• WHAT IS REQUIRED
Write out every single entry exactly.

#### DATA SHOWN

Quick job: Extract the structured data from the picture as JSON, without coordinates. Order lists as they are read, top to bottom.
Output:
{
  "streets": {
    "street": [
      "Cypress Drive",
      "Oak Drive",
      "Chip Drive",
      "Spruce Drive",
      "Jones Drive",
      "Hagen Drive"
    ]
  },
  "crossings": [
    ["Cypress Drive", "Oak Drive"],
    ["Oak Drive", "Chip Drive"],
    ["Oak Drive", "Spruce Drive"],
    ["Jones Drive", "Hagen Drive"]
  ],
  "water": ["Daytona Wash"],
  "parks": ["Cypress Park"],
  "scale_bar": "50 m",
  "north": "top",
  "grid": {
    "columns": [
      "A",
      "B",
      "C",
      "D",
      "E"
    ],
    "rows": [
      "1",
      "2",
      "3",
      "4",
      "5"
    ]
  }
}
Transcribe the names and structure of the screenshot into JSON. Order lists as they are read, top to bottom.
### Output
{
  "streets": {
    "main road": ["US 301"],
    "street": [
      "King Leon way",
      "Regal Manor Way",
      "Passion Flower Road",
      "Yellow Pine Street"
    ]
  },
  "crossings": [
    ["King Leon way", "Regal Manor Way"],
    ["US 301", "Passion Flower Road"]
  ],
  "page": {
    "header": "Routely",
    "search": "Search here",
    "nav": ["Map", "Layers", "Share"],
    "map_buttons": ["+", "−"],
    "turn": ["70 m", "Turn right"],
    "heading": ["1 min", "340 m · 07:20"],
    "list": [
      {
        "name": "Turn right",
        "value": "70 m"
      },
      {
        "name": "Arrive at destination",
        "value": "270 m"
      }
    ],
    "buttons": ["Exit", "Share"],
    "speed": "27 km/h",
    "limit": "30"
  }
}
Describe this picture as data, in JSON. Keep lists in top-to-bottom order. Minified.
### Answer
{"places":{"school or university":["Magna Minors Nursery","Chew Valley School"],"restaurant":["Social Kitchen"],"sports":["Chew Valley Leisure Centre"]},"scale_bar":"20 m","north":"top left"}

########

• WORKED SOLUTION
Quick job: Extract the structured data from the picture as JSON, without coordinates. Order lists as they are read, top to bottom.
Output:
{
  "streets": {
    "street": [
      "Cypress Drive",
      "Oak Drive",
      "Chip Drive",
      "Spruce Drive",
      "Jones Drive",
      "Hagen Drive"
    ]
  },
  "crossings": [
    ["Cypress Drive", "Oak Drive"],
    ["Oak Drive", "Chip Drive"],
    ["Oak Drive", "Spruce Drive"],
    ["Jones Drive", "Hagen Drive"]
  ],
  "water": ["Daytona Wash"],
  "parks": ["Cypress Park"],
  "scale_bar": "50 m",
  "north": "top",
  "grid": {
    "columns": [
      "A",
      "B",
      "C",
      "D",
      "E"
    ],
    "rows": [
      "1",
      "2",
      "3",
      "4",
      "5"
    ]
  }
}
Transcribe the names and structure of the screenshot into JSON. Order lists as they are read, top to bottom.
### Output
{
  "streets": {
    "main road": ["US 301"],
    "street": [
      "King Leon way",
      "Regal Manor Way",
      "Passion Flower Road",
      "Yellow Pine Street"
    ]
  },
  "crossings": [
    ["King Leon way", "Regal Manor Way"],
    ["US 301", "Passion Flower Road"]
  ],
  "page": {
    "header": "Routely",
    "search": "Search here",
    "nav": ["Map", "Layers", "Share"],
    "map_buttons": ["+", "−"],
    "turn": ["70 m", "Turn right"],
    "heading": ["1 min", "340 m · 07:20"],
    "list": [
      {
        "name": "Turn right",
        "value": "70 m"
      },
      {
        "name": "Arrive at destination",
        "value": "270 m"
      }
    ],
    "buttons": ["Exit", "Share"],
    "speed": "27 km/h",
    "limit": "30"
  }
}
Describe this picture as data, in JSON. Keep lists in top-to-bottom order. Minified.
### Answer
{"places":{"school or university":["Magna Minors Nursery","Chew Valley School"],"restaurant":["Social Kitchen"],"sports":["Chew Valley Leisure Centre"]},"scale_bar":"20 m","north":"top left"}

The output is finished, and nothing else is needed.